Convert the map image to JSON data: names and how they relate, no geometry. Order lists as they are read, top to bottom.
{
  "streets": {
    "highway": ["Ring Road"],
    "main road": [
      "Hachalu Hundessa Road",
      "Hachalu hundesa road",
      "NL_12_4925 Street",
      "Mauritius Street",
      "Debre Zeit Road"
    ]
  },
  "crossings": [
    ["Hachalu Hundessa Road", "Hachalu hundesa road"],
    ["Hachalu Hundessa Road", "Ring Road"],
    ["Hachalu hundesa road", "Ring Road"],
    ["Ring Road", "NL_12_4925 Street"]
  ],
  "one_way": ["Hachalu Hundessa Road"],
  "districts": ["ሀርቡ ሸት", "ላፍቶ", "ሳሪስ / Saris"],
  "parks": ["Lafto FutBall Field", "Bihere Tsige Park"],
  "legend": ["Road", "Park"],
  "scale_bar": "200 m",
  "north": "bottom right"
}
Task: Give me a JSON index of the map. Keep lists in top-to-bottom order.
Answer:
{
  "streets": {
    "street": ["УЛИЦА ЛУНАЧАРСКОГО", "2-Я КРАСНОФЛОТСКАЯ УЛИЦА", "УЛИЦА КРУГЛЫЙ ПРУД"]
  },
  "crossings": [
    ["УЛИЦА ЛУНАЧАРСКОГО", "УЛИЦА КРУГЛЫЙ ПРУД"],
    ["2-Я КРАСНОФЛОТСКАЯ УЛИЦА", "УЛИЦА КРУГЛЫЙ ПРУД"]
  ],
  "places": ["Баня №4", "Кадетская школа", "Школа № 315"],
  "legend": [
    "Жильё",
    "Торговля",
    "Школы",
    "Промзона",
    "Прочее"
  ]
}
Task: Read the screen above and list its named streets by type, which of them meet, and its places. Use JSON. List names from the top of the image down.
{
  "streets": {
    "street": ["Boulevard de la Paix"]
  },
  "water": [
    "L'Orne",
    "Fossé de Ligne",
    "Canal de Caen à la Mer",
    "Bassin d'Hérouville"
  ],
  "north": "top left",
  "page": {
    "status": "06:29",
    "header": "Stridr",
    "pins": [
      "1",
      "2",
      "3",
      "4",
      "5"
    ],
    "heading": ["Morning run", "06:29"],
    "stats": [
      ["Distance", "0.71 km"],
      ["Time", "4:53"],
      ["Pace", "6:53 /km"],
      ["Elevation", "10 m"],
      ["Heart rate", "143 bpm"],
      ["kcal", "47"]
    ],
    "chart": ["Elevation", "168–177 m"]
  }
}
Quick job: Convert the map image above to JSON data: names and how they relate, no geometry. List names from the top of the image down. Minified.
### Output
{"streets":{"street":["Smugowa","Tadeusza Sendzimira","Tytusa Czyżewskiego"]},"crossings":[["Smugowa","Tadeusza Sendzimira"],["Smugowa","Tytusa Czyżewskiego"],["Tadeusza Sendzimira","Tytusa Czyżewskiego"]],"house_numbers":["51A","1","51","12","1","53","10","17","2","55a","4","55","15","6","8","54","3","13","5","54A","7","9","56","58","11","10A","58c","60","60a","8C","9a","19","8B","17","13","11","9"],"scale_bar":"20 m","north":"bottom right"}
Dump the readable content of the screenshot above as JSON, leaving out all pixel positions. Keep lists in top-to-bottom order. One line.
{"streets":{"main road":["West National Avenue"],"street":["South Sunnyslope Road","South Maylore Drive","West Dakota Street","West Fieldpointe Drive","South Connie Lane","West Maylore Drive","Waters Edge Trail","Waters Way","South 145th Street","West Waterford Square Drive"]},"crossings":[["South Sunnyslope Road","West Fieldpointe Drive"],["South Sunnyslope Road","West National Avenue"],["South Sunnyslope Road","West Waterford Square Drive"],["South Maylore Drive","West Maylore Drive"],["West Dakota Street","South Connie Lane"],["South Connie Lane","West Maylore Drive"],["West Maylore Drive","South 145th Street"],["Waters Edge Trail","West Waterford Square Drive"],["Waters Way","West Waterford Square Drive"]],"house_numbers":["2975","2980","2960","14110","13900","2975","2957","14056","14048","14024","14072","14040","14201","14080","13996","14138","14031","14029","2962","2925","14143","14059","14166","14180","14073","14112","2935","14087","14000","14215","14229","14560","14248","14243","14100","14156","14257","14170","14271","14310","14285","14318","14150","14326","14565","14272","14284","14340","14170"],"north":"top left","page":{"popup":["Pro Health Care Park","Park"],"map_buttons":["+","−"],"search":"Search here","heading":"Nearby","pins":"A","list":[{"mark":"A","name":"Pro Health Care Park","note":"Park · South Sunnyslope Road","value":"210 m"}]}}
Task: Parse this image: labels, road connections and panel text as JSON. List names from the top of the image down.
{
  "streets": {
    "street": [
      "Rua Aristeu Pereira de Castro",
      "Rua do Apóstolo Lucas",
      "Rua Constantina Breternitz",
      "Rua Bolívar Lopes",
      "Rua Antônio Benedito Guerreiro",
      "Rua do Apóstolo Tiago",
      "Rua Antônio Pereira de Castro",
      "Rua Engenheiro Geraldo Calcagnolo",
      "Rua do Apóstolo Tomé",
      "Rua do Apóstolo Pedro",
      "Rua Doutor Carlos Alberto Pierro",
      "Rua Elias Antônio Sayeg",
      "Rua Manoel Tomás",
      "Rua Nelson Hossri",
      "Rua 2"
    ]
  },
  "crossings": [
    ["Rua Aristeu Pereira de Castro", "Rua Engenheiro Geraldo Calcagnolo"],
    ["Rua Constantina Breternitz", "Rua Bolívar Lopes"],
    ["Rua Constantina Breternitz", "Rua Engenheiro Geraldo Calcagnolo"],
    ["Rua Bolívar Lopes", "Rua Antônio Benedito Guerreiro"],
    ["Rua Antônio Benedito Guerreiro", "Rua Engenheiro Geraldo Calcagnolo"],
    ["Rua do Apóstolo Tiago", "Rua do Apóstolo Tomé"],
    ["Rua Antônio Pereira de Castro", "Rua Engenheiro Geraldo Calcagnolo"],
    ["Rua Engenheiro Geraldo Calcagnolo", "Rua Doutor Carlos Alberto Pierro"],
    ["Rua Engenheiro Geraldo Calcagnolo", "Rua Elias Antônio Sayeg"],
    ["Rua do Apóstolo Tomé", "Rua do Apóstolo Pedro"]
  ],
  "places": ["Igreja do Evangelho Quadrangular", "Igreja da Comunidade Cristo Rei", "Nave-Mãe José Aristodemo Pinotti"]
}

□ □ □

## Assigned task
Which lines in the data above hold the string "Benedito"? Show each one.

## Response
      "Rua Antônio Benedito Guerreiro",
    ["Rua Bolívar Lopes", "Rua Antônio Benedito Guerreiro"],
    ["Rua Antônio Benedito Guerreiro", "Rua Engenheiro Geraldo Calcagnolo"],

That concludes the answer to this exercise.